Mar 21

What new devil is this?

What new devil is this?

Have you taken a walk down Joesph St lately? Seems a new style of ‘on nature strip parking’ has been popping up. Is it because developers aren’t allowing for enough parks on site and off the street?


These concrete squares have appeared in Joesph St, they run from the road over the nature strip.


They have appeared on the small hill where it may be dangerous to park on the road. And there is obviously no room for residents to park within their properties.


The ‘parking spots’ are very close to well established trees, and under their drip-line, meaning they are over the roots of these trees.


No longer beautiful green nature strips, we have concrete car parks.

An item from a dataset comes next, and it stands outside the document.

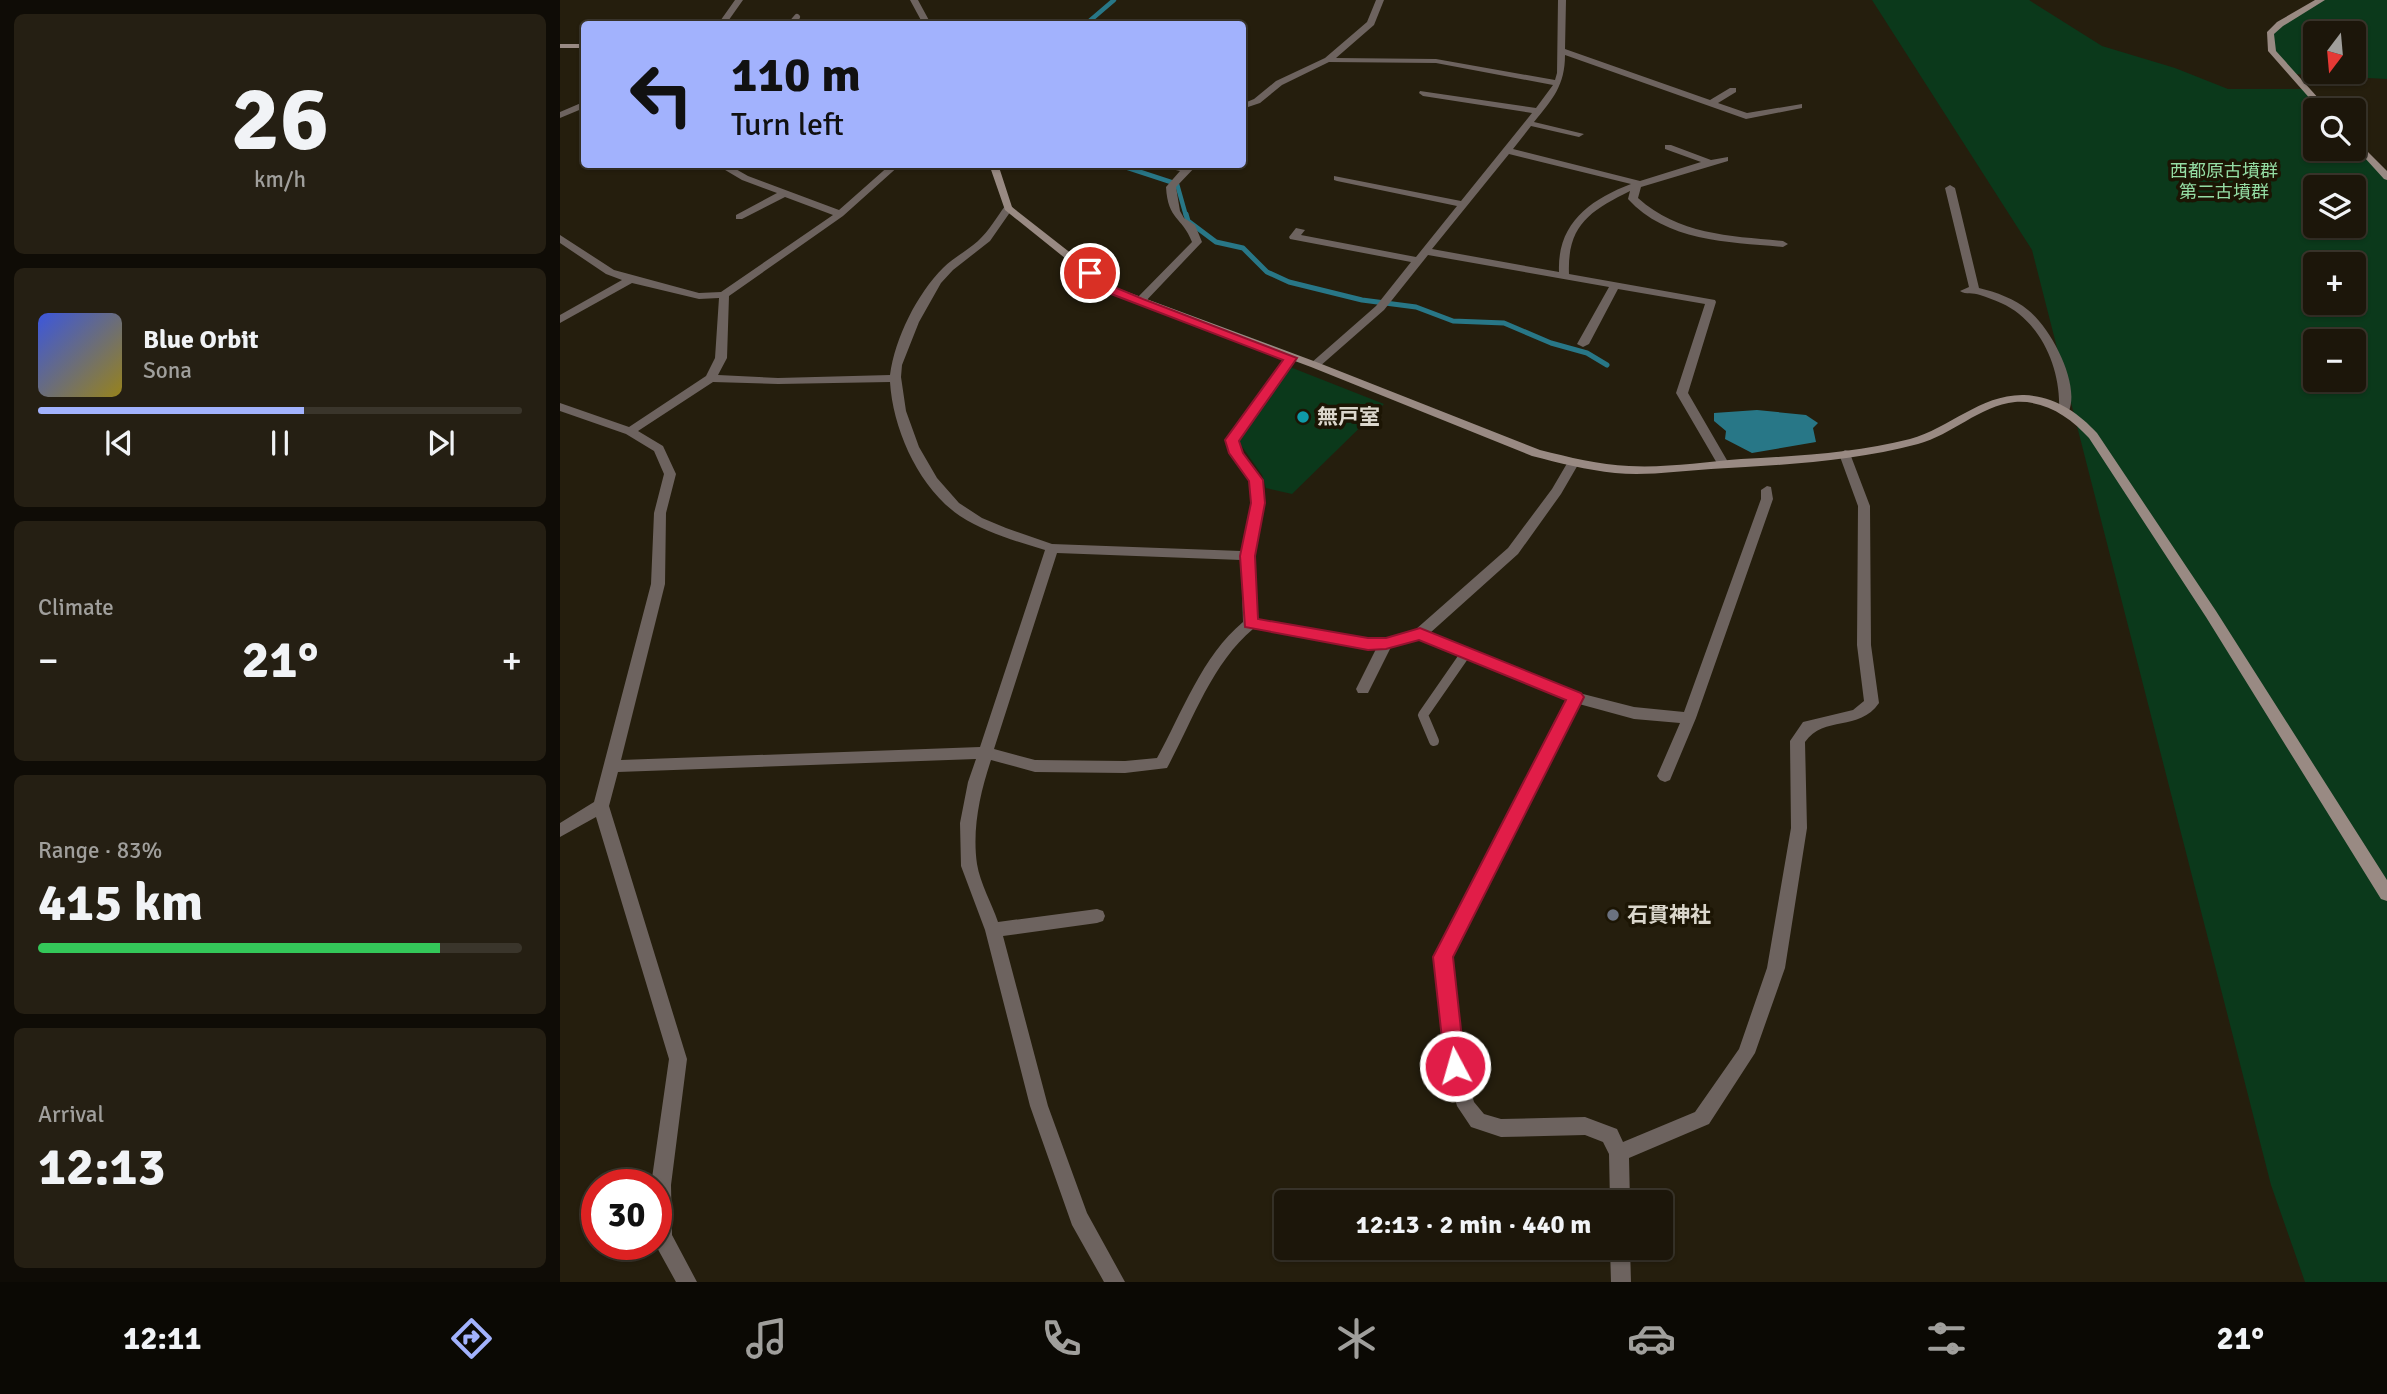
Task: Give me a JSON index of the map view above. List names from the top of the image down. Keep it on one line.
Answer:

This is public land, it should be green like the rest of Joesph St, which looks like this:


And this:


Ballarat East is known for its green streets, the trees, lack of kerbing. This new concrete germ is changing the nature of our streets into concrete and carparks. Please comment below.

We have a request in with council for more information.




  1. Juliette says:

    Well done on sharing this information.

    Juliette Calderone

  2. Alice Christie says:

    Whilst many Australian residents, with the support of their Councils, are attempting to beautify and green their nature strips enabling more sustainable and healthy environments, Ballarat City Council seems to have set a dangerous precedent in Joseph Street in Ballarat East in establishing concrete car spaces on the nature strip. Put simply these houses have drive ways which can house cars and they are not the only houses in Ballarat where cars need to be parked within the boundaries of the property.

    The benefits of nature strips are described as:

    “Compared with fully paved areas, nature strips offer the following practical and aesthetic benefits.
    • They reduce stormwater run-off.
    • They complement the natural settings of the neighbourhood such as street trees and home gardens and allow healthier private and street trees to grow.
    • They provide fauna habitat. …..”

    Whittlesea Council.

    Also has Council considered the space for current and future utility infrastructure usually housed on the nature strip ie-gas, electricity, Telstra, NBN, water-what are the implications for these and will our rates be used if future works need to be carried out and the concrete needs to be raised. Is Council liable for any injuries or accidents,-what is the risk management or insurance repercussion of the concrete car parking pad?

    They are called Nature Strips for a reason they are not called Concrete Strips!!

    I for one would like more information about who approved these and how the decision was made and why Council hasn’t followed the sentiment of the draft policy.

  3. Roy says:

    Looking at the pictures, it is evident that there is no provision for on-street parking, so residents would be obliged to park within the boundaries of their properties instead of in the roadway in the path of traffic. The properties on Joseph Street are not new, so it would be good if Leon posted again and gave us some insight into what the deeds and entitlements of his property do and do not say. It looks like a succession of mistakes here, and not easy to unravel.

    • BE Network says:

      The homes you can see are not new, however behind them are many ‘infill’ new developments, that clearly have not provided enough parking. We don’t want this spreading throughout the East, however it may be necessary here due to very bad planning decisions.

  4. Leon says:

    As a resident of said street, something had to be done to stop traffic from parking on the crest and forcing vehicles (such as the bus that regular passes) to cross onto the wrong side of the road. The addition of the parallel parking makes this particular area safer.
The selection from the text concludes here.